What we learned from Wimbledon 2015: Serena and Djokovic to dominate?


Wimbledon is done for another year and, a Davis Cup tie with cross-Channel foes France to come over the weekend of July 18-10 apart, British interest in tennis will die down until the US Open at the summer’s end.

Reflecting on another glorious championships in SW19, Coral experts ask what punters, pros and fans have learned from Wimbledon 2015?

Serena slam is done, and history beckons!
There’s no great surprise when a favourite wins a major tournament like the grass Grand Slam, but WTA world number one Serena Williams shows no sign of slowing down at 33 as she now holds all four top prizes in this sport. Retaining the US Open will also ensure she achieves all these accolades within a calendar year.

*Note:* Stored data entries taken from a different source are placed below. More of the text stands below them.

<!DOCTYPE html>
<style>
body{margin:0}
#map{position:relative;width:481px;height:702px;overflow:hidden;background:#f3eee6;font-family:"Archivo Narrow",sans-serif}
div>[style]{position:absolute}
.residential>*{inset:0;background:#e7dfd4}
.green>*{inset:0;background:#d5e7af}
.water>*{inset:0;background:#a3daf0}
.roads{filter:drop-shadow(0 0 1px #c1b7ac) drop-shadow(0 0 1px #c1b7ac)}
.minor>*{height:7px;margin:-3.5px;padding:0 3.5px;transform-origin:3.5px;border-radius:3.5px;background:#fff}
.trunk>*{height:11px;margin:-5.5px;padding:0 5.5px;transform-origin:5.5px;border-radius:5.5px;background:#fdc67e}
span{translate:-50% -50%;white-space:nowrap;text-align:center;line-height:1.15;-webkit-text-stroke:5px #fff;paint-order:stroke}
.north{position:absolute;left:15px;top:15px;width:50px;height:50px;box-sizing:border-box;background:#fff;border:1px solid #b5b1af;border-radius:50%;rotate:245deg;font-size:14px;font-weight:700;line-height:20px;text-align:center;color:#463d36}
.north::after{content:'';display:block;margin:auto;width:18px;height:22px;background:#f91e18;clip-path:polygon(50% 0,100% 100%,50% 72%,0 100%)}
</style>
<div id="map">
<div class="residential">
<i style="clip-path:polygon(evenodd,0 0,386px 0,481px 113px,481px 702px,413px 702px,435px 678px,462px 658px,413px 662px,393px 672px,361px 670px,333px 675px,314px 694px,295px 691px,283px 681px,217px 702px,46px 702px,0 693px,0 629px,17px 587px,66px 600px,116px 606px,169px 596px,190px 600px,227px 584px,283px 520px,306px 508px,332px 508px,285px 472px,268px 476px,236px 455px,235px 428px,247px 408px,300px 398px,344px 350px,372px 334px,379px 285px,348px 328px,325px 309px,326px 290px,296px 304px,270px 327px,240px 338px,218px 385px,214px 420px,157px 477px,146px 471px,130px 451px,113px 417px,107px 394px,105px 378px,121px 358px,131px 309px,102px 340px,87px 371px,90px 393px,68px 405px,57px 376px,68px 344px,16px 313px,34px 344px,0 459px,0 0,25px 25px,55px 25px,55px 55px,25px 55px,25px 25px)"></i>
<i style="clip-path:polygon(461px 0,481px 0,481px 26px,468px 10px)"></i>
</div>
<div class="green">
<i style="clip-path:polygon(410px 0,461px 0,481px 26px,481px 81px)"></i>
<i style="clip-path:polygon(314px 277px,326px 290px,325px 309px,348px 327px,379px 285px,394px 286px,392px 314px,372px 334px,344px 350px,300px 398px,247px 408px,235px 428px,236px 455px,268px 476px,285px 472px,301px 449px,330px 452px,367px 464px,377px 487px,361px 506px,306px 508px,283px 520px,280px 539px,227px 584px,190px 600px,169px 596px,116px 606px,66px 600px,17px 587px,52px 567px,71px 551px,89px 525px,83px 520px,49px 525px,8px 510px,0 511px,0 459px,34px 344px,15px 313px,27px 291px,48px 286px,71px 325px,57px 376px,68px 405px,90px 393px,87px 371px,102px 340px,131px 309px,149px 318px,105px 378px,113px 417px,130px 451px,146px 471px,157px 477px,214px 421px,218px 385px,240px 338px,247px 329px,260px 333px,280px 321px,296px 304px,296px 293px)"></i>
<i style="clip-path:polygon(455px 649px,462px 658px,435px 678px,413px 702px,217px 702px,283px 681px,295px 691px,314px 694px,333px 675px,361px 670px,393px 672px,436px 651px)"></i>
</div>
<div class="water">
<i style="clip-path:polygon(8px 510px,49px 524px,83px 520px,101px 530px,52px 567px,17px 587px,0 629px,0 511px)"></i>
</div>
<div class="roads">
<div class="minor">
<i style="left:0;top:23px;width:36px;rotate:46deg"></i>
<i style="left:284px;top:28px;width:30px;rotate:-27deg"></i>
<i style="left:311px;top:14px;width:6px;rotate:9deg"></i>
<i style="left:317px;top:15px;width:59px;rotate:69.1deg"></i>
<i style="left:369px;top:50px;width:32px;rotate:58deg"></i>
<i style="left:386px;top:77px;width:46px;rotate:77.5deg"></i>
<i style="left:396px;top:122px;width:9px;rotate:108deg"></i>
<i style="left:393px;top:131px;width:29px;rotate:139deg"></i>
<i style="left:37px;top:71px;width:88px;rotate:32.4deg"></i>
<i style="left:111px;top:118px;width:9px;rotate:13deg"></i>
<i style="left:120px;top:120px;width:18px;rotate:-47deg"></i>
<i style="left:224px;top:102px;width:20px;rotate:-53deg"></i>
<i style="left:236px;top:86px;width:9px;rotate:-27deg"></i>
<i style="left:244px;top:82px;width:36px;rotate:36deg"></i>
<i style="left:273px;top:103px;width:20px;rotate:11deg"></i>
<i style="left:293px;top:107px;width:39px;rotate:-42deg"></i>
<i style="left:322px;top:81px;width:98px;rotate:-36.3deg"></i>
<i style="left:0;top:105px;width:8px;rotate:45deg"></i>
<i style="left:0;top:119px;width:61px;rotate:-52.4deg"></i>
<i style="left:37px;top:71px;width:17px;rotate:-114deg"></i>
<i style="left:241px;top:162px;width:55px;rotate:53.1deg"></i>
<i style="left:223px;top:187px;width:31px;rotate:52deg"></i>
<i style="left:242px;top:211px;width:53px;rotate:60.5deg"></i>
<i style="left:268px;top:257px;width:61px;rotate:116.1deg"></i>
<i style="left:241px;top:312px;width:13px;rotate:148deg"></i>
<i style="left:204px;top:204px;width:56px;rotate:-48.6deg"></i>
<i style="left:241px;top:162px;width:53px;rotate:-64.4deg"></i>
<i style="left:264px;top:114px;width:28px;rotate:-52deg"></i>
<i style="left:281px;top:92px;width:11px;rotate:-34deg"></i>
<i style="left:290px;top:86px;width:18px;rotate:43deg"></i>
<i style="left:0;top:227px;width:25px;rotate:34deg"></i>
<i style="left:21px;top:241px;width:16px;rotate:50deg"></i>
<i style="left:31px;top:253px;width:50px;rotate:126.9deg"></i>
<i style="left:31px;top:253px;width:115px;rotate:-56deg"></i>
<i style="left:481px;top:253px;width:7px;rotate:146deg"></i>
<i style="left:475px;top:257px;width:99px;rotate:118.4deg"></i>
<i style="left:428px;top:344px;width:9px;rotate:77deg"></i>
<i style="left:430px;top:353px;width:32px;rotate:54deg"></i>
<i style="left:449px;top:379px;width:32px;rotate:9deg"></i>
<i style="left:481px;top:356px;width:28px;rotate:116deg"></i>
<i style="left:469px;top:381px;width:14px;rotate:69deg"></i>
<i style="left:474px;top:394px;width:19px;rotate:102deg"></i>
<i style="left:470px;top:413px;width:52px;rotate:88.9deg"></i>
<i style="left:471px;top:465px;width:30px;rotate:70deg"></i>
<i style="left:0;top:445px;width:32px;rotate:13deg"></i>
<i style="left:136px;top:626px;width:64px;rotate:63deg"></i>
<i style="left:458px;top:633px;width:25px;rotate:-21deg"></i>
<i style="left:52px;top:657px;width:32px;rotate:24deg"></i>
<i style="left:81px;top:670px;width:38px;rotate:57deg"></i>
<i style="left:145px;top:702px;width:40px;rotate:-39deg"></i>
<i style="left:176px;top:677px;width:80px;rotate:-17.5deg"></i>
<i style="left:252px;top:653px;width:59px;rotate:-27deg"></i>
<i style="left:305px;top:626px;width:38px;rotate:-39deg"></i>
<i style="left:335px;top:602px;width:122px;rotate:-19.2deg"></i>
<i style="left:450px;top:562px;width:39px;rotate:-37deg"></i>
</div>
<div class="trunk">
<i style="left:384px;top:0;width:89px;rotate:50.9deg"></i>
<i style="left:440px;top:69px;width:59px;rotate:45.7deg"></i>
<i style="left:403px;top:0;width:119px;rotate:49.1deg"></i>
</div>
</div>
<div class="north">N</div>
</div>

Battling through illness at the French Open, there were just a couple of wobbles at Wimbledon, most notably against home hope Heather Watson, en route to taking the third major of the year.

That so-called ‘Serena slam’ done for the second time in her storied career, Williams is thus a worthy 11/10 favourite to keep hold of the US Open and the woman to beat. Better odds of 7/4 say she will win Wimbledon again next year.

When losing the second set in the men’s singles final against Roger Federer on a tiebreak 12-10 when he had earlier led the exchange 6-3, ATP world number one Novak Djokovic had a rare lapse in his ice cool, calm demeanour. Slamming his racket down, the Serbian was clearly rattled.

Being pegged back just acted as fuel to fire him up, however, to retain Wimbledon in four sets (it’s 5/4 he does so again in 2016). Federer was put down 6-4 6-3 in the remaining sets.

Djokovic cannot do the calendar Grand Slam like Serena as he slipped up in the French Open final, but he can possess three out of four majors all at once. As with Williams, he is a firm 5/4 favourite to continue his excellent 2015 with US Open glory at Flushing Meadows.

Federer and Nadal days are done?
Watersheds are a mixed blessing, but the winds of change cannot be controlled. Rafael Nadal made yet another early exit from Wimbledon, and ‘the king of clay’ is no longer invincible on his favoured surface either. It appears injuries have finally caught up with the Spaniard, who has been to the top of Grand Slam mountains 14 times.

Not only are Nadal’s days numbered, but how long can Federer at almost 34 keep reaching finals? His switch to a serve-and-volley tactic did not disguise how his first serve was failing him when he fell to Djokovic at the All-England Club for the second year running.

A glance at the odds suggest if there’s to be renaissance for either at the US Open, then Federer is the one to take at 6/1. Hard courts like those of Flushing Meadows will not be kind to Nadal’s knee, though it’s 11/1 he recovers from his mid-season disappointments to take that title.

What of Wimbledon next year? Federer, who will be closing in on 35 by then, is a 15/2 chance, while Nadal is 12/1.

Coral’s top tip: Serena is a superb price at 7/4 to retain Wimbledon in 2016.